Start of RECORDED INFORMATION

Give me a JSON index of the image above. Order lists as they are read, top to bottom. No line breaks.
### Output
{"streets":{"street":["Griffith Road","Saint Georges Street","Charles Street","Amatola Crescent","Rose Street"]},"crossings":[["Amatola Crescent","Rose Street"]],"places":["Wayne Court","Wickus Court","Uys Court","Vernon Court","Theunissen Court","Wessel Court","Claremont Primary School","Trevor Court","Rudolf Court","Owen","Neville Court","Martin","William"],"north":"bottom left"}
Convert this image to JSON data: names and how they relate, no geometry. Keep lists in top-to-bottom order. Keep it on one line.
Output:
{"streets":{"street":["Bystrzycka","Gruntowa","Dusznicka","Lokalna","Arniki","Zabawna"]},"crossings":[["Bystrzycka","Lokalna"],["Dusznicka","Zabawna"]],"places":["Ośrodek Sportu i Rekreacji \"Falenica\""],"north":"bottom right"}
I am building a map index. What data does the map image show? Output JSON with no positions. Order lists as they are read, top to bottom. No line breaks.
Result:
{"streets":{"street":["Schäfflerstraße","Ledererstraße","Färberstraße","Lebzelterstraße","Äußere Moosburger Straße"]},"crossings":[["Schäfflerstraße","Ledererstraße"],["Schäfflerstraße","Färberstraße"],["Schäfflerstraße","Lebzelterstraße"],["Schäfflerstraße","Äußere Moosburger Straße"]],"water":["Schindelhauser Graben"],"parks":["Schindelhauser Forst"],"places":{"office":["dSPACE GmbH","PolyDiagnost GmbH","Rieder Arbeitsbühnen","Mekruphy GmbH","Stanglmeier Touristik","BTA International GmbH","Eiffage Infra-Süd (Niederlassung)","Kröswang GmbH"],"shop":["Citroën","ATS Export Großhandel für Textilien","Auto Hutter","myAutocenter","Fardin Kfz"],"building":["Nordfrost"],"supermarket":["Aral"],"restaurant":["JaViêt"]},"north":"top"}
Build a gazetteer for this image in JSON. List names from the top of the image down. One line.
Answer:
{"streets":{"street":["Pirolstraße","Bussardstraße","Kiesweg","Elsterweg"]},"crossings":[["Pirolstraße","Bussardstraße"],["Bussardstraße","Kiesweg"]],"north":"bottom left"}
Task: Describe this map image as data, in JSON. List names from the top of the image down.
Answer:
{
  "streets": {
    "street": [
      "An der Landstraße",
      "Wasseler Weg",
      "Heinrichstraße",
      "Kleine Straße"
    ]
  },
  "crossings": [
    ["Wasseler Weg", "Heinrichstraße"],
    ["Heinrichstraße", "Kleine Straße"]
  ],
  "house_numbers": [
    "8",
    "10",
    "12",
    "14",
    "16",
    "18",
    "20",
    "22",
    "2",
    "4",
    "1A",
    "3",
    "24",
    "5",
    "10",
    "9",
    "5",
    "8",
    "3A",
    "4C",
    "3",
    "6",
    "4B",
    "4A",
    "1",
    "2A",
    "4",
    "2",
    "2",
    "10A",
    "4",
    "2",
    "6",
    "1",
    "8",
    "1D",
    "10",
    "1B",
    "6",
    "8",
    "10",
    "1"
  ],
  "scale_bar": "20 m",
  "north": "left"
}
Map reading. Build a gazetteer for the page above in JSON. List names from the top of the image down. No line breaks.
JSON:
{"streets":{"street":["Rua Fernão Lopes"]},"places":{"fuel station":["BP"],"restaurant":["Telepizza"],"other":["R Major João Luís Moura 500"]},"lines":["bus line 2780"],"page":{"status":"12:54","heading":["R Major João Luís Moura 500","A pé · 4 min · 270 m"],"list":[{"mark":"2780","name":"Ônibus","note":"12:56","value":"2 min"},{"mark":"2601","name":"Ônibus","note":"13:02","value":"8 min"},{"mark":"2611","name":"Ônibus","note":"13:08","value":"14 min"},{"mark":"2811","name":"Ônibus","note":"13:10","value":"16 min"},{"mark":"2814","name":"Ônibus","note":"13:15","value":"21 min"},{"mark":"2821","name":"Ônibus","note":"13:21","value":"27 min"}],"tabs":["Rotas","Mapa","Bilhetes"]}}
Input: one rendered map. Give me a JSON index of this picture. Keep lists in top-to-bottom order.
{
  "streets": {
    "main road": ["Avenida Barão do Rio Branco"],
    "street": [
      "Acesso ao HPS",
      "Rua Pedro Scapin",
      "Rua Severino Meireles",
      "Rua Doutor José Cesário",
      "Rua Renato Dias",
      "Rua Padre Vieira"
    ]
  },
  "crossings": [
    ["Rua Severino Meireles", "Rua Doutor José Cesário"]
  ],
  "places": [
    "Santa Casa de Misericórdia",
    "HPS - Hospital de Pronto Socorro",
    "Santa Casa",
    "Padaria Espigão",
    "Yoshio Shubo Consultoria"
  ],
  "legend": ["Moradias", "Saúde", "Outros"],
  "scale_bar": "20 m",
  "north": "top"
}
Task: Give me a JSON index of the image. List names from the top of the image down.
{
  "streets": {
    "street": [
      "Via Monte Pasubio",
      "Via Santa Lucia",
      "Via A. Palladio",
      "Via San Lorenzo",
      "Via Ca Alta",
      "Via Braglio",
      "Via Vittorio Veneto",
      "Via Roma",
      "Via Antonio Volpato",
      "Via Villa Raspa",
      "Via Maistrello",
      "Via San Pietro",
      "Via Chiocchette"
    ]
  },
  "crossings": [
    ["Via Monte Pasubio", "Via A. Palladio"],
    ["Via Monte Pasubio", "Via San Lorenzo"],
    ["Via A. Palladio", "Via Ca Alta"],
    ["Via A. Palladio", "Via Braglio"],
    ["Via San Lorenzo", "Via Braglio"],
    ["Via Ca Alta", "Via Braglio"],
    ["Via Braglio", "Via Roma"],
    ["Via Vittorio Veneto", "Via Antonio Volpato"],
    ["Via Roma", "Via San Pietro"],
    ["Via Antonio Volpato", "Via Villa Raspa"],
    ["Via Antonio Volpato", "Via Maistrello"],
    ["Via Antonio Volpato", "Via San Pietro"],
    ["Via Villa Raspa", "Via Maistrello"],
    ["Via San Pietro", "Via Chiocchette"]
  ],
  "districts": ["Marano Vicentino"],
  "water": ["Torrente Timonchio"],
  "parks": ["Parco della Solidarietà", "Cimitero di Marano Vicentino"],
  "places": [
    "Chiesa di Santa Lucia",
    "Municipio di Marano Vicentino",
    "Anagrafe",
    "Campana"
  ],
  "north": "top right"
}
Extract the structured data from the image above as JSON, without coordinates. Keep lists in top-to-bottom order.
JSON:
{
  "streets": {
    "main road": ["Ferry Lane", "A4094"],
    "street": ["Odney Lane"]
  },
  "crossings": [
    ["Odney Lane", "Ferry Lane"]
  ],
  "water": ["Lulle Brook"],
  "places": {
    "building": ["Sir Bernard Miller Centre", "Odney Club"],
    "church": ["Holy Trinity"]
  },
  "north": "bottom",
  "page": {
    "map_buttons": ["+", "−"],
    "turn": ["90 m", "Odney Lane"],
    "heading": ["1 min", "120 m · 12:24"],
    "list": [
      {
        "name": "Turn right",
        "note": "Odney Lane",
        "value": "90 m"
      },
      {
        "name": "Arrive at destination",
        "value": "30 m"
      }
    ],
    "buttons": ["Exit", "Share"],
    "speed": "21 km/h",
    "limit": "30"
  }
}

End of RECORDED INFORMATION

• [WORK ITEM] Count up the lines in the preceding data that include the word "gazetteer"; respond with the number only.

• [PROBLEM SOLUTION] 2